--- Task item ---
Within these entries, how many lines contain the word "function"? Answer with the number alone.

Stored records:
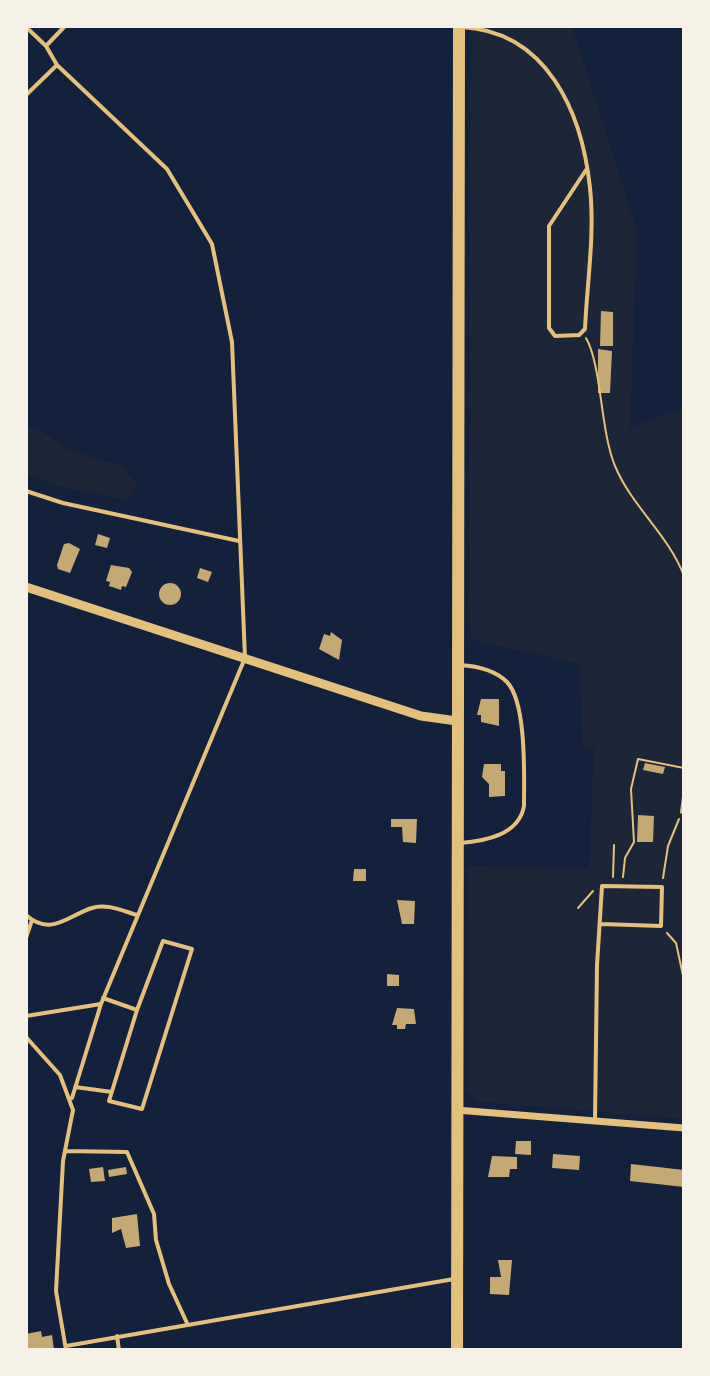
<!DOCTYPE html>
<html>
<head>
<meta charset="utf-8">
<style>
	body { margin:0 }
	#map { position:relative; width:710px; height:1376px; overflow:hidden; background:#14213d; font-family:Lato,sans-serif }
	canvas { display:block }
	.frame { position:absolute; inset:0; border:28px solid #f6f1e7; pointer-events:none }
</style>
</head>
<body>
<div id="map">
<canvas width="710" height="1376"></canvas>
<div class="frame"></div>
</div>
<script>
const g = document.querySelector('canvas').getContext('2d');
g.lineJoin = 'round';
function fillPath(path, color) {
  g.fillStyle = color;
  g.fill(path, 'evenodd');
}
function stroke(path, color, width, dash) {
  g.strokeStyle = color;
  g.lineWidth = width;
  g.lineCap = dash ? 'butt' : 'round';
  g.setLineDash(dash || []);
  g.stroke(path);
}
const green = new Path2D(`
	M471 26H572L637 230 630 428 684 407V1119L484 1102 475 1101 467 1089 468 866 589 869 594 748 582 747 580 664 472 640 469 620Z
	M26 427 37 428 70 450 121 466 137 484 128 501 57 486 26 474Z`);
const building = new Path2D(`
	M601 311 613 312V346H600Z
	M598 349 612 351 610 393H598Z
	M98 534 110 538 107 548 95 545Z
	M69 543 80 549 70 573 58 569 57 565 64 544Z
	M111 565 129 568 132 572 126 587 122 586 121 590 109 586 110 582 106 581Z
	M200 568 212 572 208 582 197 578Z
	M159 594a11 11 0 1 1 22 0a11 11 0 1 1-22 0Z
	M331 632 342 640 339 660 319 649 324 634 330 636Z
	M481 699H499V726L481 722V715H477Z
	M645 763 665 767 663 774 643 770Z
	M484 764H501V771H505V796L489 797V784L482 777Z
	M638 815 654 816 653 842H637Z
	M391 819H417L416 843 403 842 402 827H391Z
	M354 869H366V881H353Z
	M397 900 415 901 414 924H402Z
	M387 974 399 975V986H387Z
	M397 1008 414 1009 416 1024H406L405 1029H397V1025H392Z
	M516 1141H531V1155L515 1154Z
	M553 1154 580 1156 579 1170 552 1168Z
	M492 1156 517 1157V1169H510L509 1177H488Z
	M631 1164 684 1170V1187L630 1181Z
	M103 1167 105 1181 91 1182 89 1169Z
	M126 1167 127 1174 109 1177 108 1170Z
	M137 1214 140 1246 126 1248 121 1229 112 1233V1218Z
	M498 1260H512L509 1295 490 1294V1277H501Z
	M41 1331 42 1337 52 1335 54 1350H26V1334Z`);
const path = new Path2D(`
	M586 338C602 366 600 430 615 466 632 507 668 534 684 576
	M613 877 614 845
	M623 877 625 858 634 842 631 789 638 759 684 768
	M663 878 668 846 679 819
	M578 908 593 891
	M667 933 676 943 684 980`);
const service = new Path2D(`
	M26 27 46 46
	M461 27C547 31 582 112 590 188 595 234 587 283 585 329L579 335 555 336 549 328V226L586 170
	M26 95 57 65 46 46 65 26
	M26 491 63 503 239 541
	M682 812 684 797
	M460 843C485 841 519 835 524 806 524 778 527 703 507 682 495 670 476 666 460 665
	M26 915C51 937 67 916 92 908 106 903 123 911 137 915
	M26 938 32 920
	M103 998 137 1010 163 941 192 949 142 1109 109 1101 137 1010
	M26 1016 101 1004 245 658 232 342 212 244 167 169 57 65
	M26 1037 60 1075 73 1110 63 1161 56 1291 66 1350
	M75 1087 112 1092
	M72 1098 101 1004
	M595 1120 597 965 602 886 662 887 661 926 601 924
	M65 1151 127 1152 154 1214 156 1240 169 1284 187 1323
	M117 1336 119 1350
	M66 1346 454 1279`);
const minor = new Path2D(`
	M456 1110 684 1128`);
const tertiary = new Path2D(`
	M26 587 421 716 457 721`);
const trunk = new Path2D(`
	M457 1350 459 26`);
fillPath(green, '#1d2539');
fillPath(building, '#c6a872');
stroke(path, '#e5c07b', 2);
stroke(service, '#e5c07b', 4);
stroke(minor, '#e5c07b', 7);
stroke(tertiary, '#e5c07b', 9);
stroke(trunk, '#e5c07b', 12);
</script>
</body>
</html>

--- Result for this exercise ---
2